Abby Knoblauch notes that disruptive pedagogies could spark resistance in students who might well feel protective over family and community loyalties. “‘Disrupting disruption: Invitational pedagogy as a response to student resistance’” looks carefully at students leaving behind comforting certainties and asks whether they might see disruptive approaches as a form of indoctrination to liberal politics. Knoblauch builds a case for invitational rhetoric to encourage stronger questioning students’ deeply held beliefs, especially when those students find themselves distanced from supportive contexts.

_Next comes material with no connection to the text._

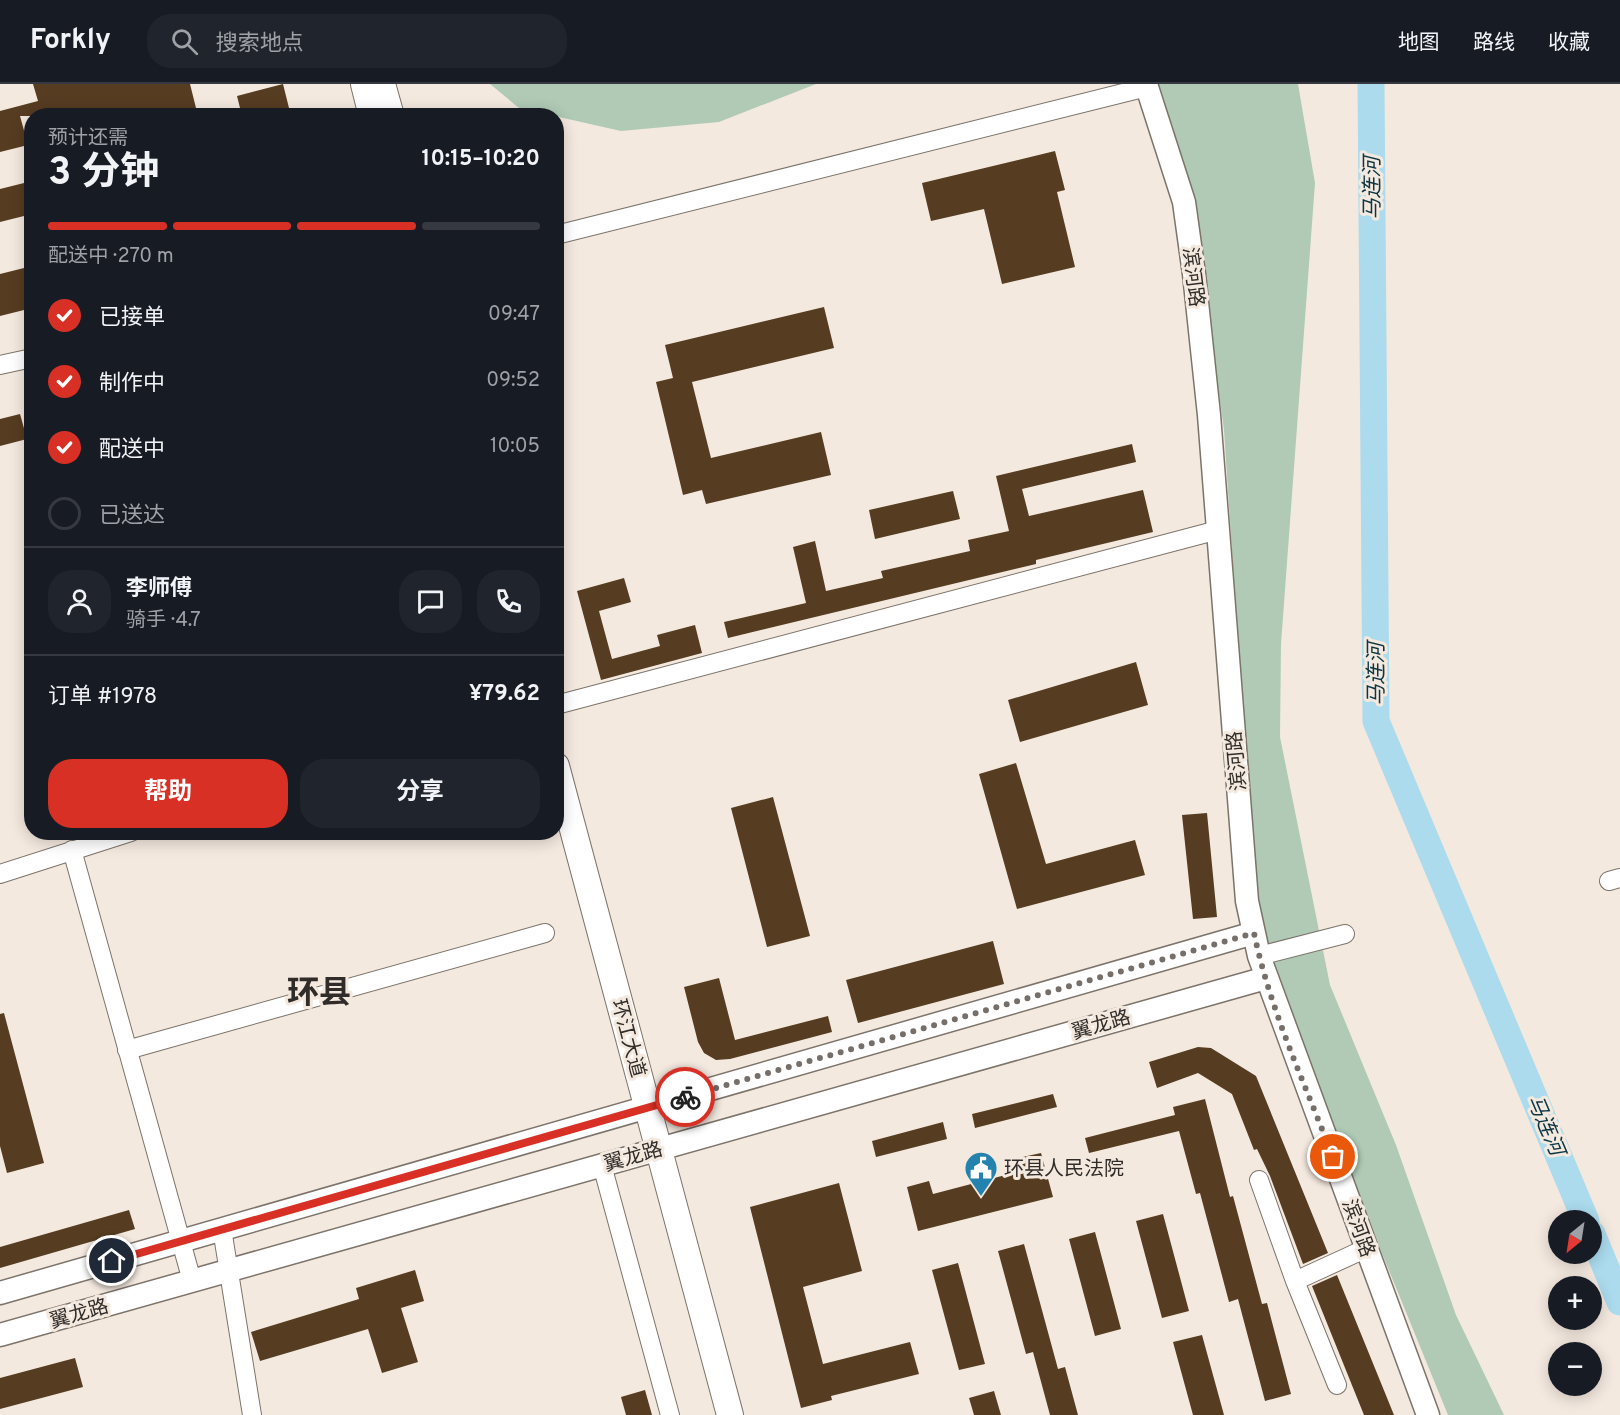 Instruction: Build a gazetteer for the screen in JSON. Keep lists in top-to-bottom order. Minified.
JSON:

Jennifer Elsden-Clifton’s “‘Negotiating disruption in visual arts education’” also focuses on art, particularly the visual arts, an area which can offer fertile spaces for moving away from ‘safe’ thinking in schools. She asks how students use bodies and sexualities as a medium for disruption, and what kinds of emotions are evoked around this process. Her chapter picks up Zembylas and Boler’s argument that paraphrase ‘effective analysis of ideology requires not only rational inquiry and dialogue, but also excavation of emotional investments (2002, p. 2)
“‘Setting the stage for professionalism: Disrupting the student identity’” by
Lynn Hanson and Meredith Love brings drama techniques into the professional writing classroom. Compressing the space between the workplace and classroom, students are required to resist familiar patterns of learner interaction and assume professional identities.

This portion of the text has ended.